> _Problem description_
Which lines of the data hold the word "name"? Copy all of them.

> _Dataset records_
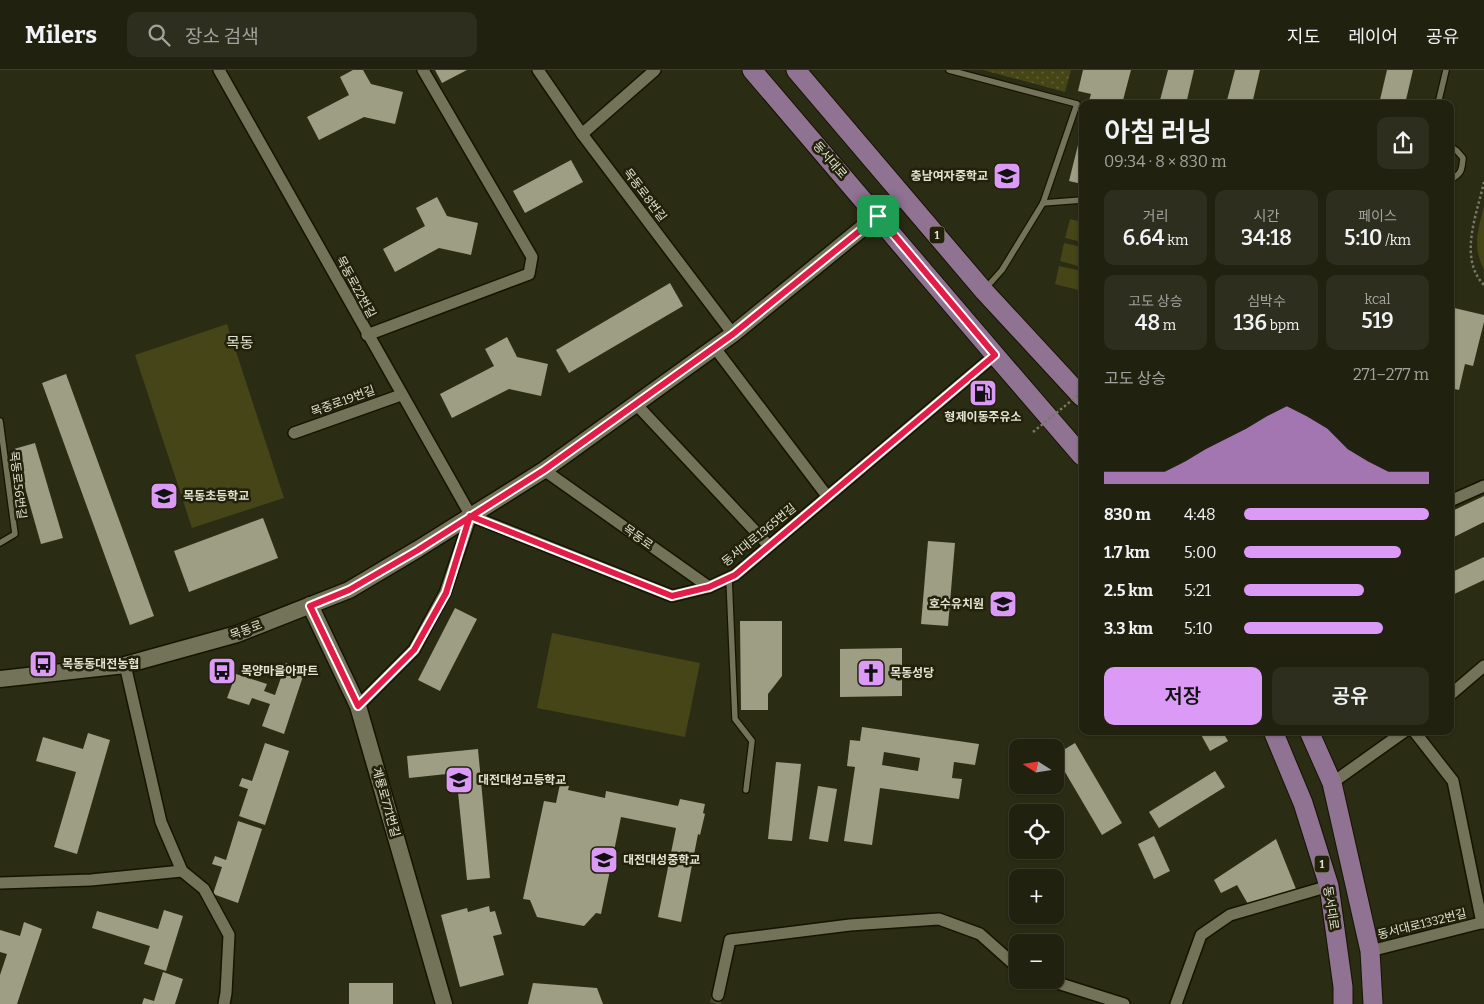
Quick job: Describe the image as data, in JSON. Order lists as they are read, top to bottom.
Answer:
{
  "streets": {
    "main road": [
      "동서대로",
      "1",
      "목동로",
      "계룡로771번길"
    ],
    "street": [
      "목동로8번길",
      "목동로22번길",
      "목중로19번길",
      "동서대로1365번길",
      "동서대로1332번길"
    ],
    "lane": ["목동로56번길"]
  },
  "crossings": [
    ["동서대로", "동서대로1365번길"],
    ["동서대로", "목동로"],
    ["목동로8번길", "목동로"],
    ["1", "목동로"],
    ["목동로22번길", "목중로19번길"],
    ["목동로22번길", "동서대로1365번길"],
    ["목동로22번길", "목동로"],
    ["동서대로1365번길", "목동로"],
    ["목동로", "계룡로771번길"]
  ],
  "districts": ["목동"],
  "places": {
    "school or university": [
      "충남여자중학교",
      "목동초등학교",
      "호수유치원",
      "대전대성고등학교",
      "대전대성중학교"
    ],
    "fuel station": ["형제이동주유소"],
    "bus stop": ["목동동대전농협", "목양마을아파트"],
    "church": ["목동성당"]
  },
  "north": "left",
  "page": {
    "header": "Milers",
    "search": "장소 검색",
    "nav": ["지도", "레이어", "공유"],
    "heading": ["아침 러닝", "09:34 · 8 × 830 m"],
    "stats": [
      ["거리", "6.64 km"],
      ["시간", "34:18"],
      ["페이스", "5:10 /km"],
      ["고도 상승", "48 m"],
      ["심박수", "136 bpm"],
      ["kcal", "519"]
    ],
    "chart": ["고도 상승", "271–277 m"],
    "list": [
      {
        "name": "830 m",
        "note": "4:48"
      },
      {
        "name": "1.7 km",
        "note": "5:00"
      },
      {
        "name": "2.5 km",
        "note": "5:21"
      },
      {
        "name": "3.3 km",
        "note": "5:10"
      }
    ],
    "buttons": ["저장", "공유"],
    "map_buttons": ["+", "−"]
  }
}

> _Answer space_
        "name": "830 m",
        "name": "1.7 km",
        "name": "2.5 km",
        "name": "3.3 km",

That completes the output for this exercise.